- WHAT IS BEING ASKED
In the records that follow, count the lines where the string "strokeStyle" appears, and give the count with nothing added.

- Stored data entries
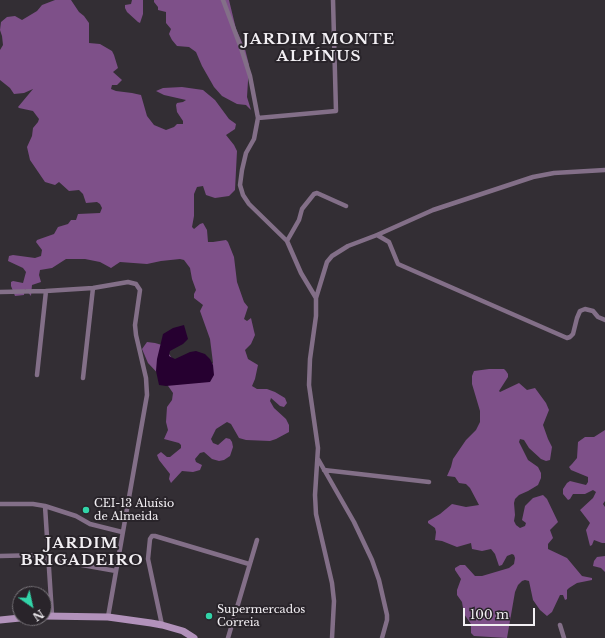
<!DOCTYPE html>
<html>
<head>
<meta charset="utf-8">
<style>
  body { margin:0 }
  #map { position:relative; width:605px; height:638px; overflow:hidden; background:#332e34; font-family:"Libre Baskerville",serif }
  canvas { display:block }
  .north { position:absolute; left:12px; top:586px; width:40px; height:40px; box-sizing:border-box; background:#29242a; border:1px solid #79757a; border-radius:50%; rotate:146deg; font-size:11px; font-weight:700; line-height:16px; text-align:center; color:#f2eff3 }
  .north::after { content:''; display:block; margin:auto; width:14px; height:18px; background:#32d4a8; clip-path:polygon(50% 0,100% 100%,50% 72%,0 100%) }
  .scale { position:absolute; left:463px; top:608px; width:72px; height:18px; box-sizing:border-box; border:2px solid #f2eff3; border-top:0; padding-left:5px; font-size:12px; line-height:14px; white-space:nowrap; color:#f2eff3; -webkit-text-stroke:3px #29242a; paint-order:stroke }
</style>
</head>
<body>
<div id="map">
<canvas width="605" height="638"></canvas>
<div class="north">N</div>
<div class="scale">100 m</div>
</div>
<script>
const ctx = document.querySelector('canvas').getContext('2d');
ctx.lineJoin = 'round';
function fillPath(path, color) {
  ctx.fillStyle = color;
  ctx.fill(path, 'evenodd');
}
function shape(rows) {
  const path = new Path2D();
  for (const r of rows) {
    path.moveTo(r[0], r[1]);
    for (let i = 2; i < r.length; i += 2) path.lineTo(r[i], r[i + 1]);
  }
  return path;
}
function strokePath(path, color, width, dash) {
  ctx.strokeStyle = color;
  ctx.lineWidth = width;
  ctx.lineCap = dash ? 'butt' : 'round';
  ctx.setLineDash(dash || []);
  ctx.stroke(path);
}
function write(font, color, halo, rows, align = 'center') {
  ctx.font = font + ' "Libre Baskerville",serif';
  ctx.lineWidth = 4;
  ctx.setLineDash([]);
  ctx.textBaseline = 'middle';
  ctx.strokeStyle = halo;
  ctx.fillStyle = color;
  for (const [text, x, y, turn = 0] of rows) {
    ctx.save();
    ctx.translate(x, y);
    ctx.rotate((+turn || 0) * Math.PI / 180);
    ctx.textAlign = isNaN(turn) ? turn : align;
    if (halo) ctx.strokeText(text, 0, 0);
    ctx.fillText(text, 0, 0);
    ctx.restore();
  }
}
fillPath(shape([
  [55,0,71,0,79,12,84,16,89,23,89,43,100,44,112,51,114,55,118,68,113,72,122,80,117,85,112,85,111,89,116,91,132,93,141,95,147,116,154,125,166,130,174,127,177,124,183,124,183,121,177,112,176,105,177,103,183,102,186,100,164,95,156,91,163,88,182,87,203,90,215,100,229,119,236,124,235,129,226,135,234,145,237,151,235,190,229,196,215,198,206,195,203,186,197,187,194,194,194,216,192,227,194,229,200,224,203,223,207,230,208,242,213,242,226,240,228,242,234,257,237,282,244,302,248,307,244,319,247,321,251,318,254,331,255,335,251,344,245,350,248,359,258,365,255,379,252,386,257,389,267,389,275,392,285,398,287,403,284,407,280,406,271,398,270,401,274,408,286,419,289,425,289,432,276,439,270,441,246,440,239,438,231,424,227,422,216,429,211,439,213,443,218,445,226,438,230,439,232,442,233,447,230,456,224,460,219,461,212,459,204,452,200,453,195,459,196,462,202,465,200,470,193,472,182,471,171,483,169,479,170,474,159,460,157,455,161,452,167,457,170,457,181,448,181,445,179,443,164,439,168,430,166,422,167,407,172,400,173,393,164,380,148,363,142,349,147,342,155,343,162,345,167,351,180,370,208,369,213,363,210,339,200,311,203,305,194,298,194,294,196,290,192,279,190,268,184,260,180,259,161,261,147,264,120,262,111,268,100,262,85,259,66,259,52,268,40,270,39,275,41,282,32,285,31,296,25,289,24,295,15,296,11,286,11,282,13,281,23,283,26,272,23,268,8,261,9,256,13,255,35,258,41,256,42,250,36,242,37,240,54,234,58,227,68,224,71,220,76,220,78,214,100,213,102,208,100,204,97,202,86,203,83,194,79,190,69,191,59,182,55,185,45,182,30,160,27,147,32,136,33,128,38,122,39,119,33,111,19,108,18,107,33,89,24,93,14,94,10,88,0,80,0,50,3,45,2,36,0,30,1,22,7,17,15,16,22,20,37,11,42,5],
  [132,0,143,0,143,14,140,23,138,22,127,12,125,8,125,5,131,4],
  [154,0,229,0,236,29,245,49,249,65,247,97,251,110,246,105,237,104,222,96,214,87,202,66,196,52,189,47,177,46,172,40,169,34,171,29,166,23,166,12,158,10,158,7,154,2],
  [489,369,504,369,506,371,508,374,508,377,499,391,500,392,519,383,527,390,535,388,546,403,549,410,543,425,548,439,552,447,550,460,546,461,541,459,529,448,524,440,520,439,519,442,528,460,538,467,541,473,541,478,538,485,528,491,519,495,515,499,514,503,515,515,514,521,516,525,520,528,525,526,526,523,522,520,525,506,533,498,543,495,547,499,558,522,550,530,553,538,548,544,548,549,567,558,582,576,592,578,592,580,577,583,569,588,567,590,567,599,565,600,563,595,560,595,552,612,547,616,540,610,533,600,529,581,525,580,522,581,518,585,515,592,507,638,474,636,471,633,471,624,464,614,462,602,457,595,457,590,461,579,455,570,455,568,460,565,465,565,475,576,482,576,509,568,514,564,515,558,514,555,512,554,507,556,502,565,499,566,495,554,491,549,482,551,472,549,471,543,457,547,442,541,435,540,436,532,435,528,428,523,428,521,440,514,452,504,466,507,479,505,470,488,466,484,459,483,455,477,447,476,451,467,453,459,466,440,476,430,480,422,480,411,472,384,472,376,474,371],
  [605,430,605,501,603,504,605,507,605,543,602,543,594,540,592,545,590,546,586,530,590,523,580,510,593,498,596,492,593,490,585,494,573,494,570,499,568,500,563,494,563,489,567,483,570,481,586,485,588,482,588,477,571,470,569,467,572,464,577,458,578,442,585,437,594,437],
  [605,556,605,572,601,568,593,566,594,561,597,557]
]), '#7e5089');
fillPath(shape([
  [184,325,188,339,183,344,170,351,169,356,175,359,190,352,196,351,205,354,210,359,213,365,214,375,210,382,166,386,159,385,156,371,157,359,163,334,173,328]
]), '#260030');
strokePath(shape([
  [223,0,241,48,250,76,258,118,254,139,246,153,242,170,240,185,243,195,249,204,287,241,301,273,316,298,316,316,310,359,309,385,318,448,315,495,316,514,332,583,334,601,332,638],
  [258,118,336,111,333,0],
  [377,235,389,242,398,264,567,338,570,337,573,334,577,318,580,311,585,309,593,311,598,317,605,320],
  [287,241,299,220,302,209,314,194,317,193,346,206],
  [0,292,46,291,93,288,128,282,136,284,140,290,135,325,136,335,146,378,147,395,108,617],
  [316,298,327,262,332,256,348,246,377,235,433,210,533,177,554,173,605,170],
  [37,375,46,291],
  [83,378,93,288],
  [318,459,354,522,372,560,379,580,387,615,387,620,382,638],
  [324,470,429,482],
  [0,504,33,504,45,506,76,516,90,524,122,532],
  [45,506,52,615],
  [0,556,42,555,48,559,116,571],
  [162,625,148,559,150,539,152,536,155,536,249,564],
  [560,625,564,638],
  [228,638,257,540]
]), '#836f88', 4.5);
strokePath(shape([
  [44,616,108,617,151,623,162,625,183,631,194,638],
  [0,620,20,618]
]), '#b292bb', 7);
for (const [x, y, r, color] of [
  [86,510,4,"#32d4a8"],
  [209,616,4,"#32d4a8"]
]) {
  const dot = new Path2D();
  dot.arc(x, y, r, 0, 2 * Math.PI);
  ctx.fillStyle = color;
  ctx.fill(dot);
  strokePath(dot, '#29242a', 1.5);
}
write('11px', '#f2eff3', '#29242a', [
  ["CEI-13 Aluísio",94,504],
  ["de Almeida",94,517],
  ["Supermercados",217,610],
  ["Correia",217,623]
], 'left');
ctx.letterSpacing = '1px';
write('bold 15px', '#f2eff3', '#29242a', [
  ["JARDIM MONTE",319,40],
  ["ALPÍNUS",319,57],
  ["JARDIM",82,544],
  ["BRIGADEIRO",82,561]
]);
ctx.letterSpacing = '0px';
</script>
</body>
</html>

- THE ANSWER
2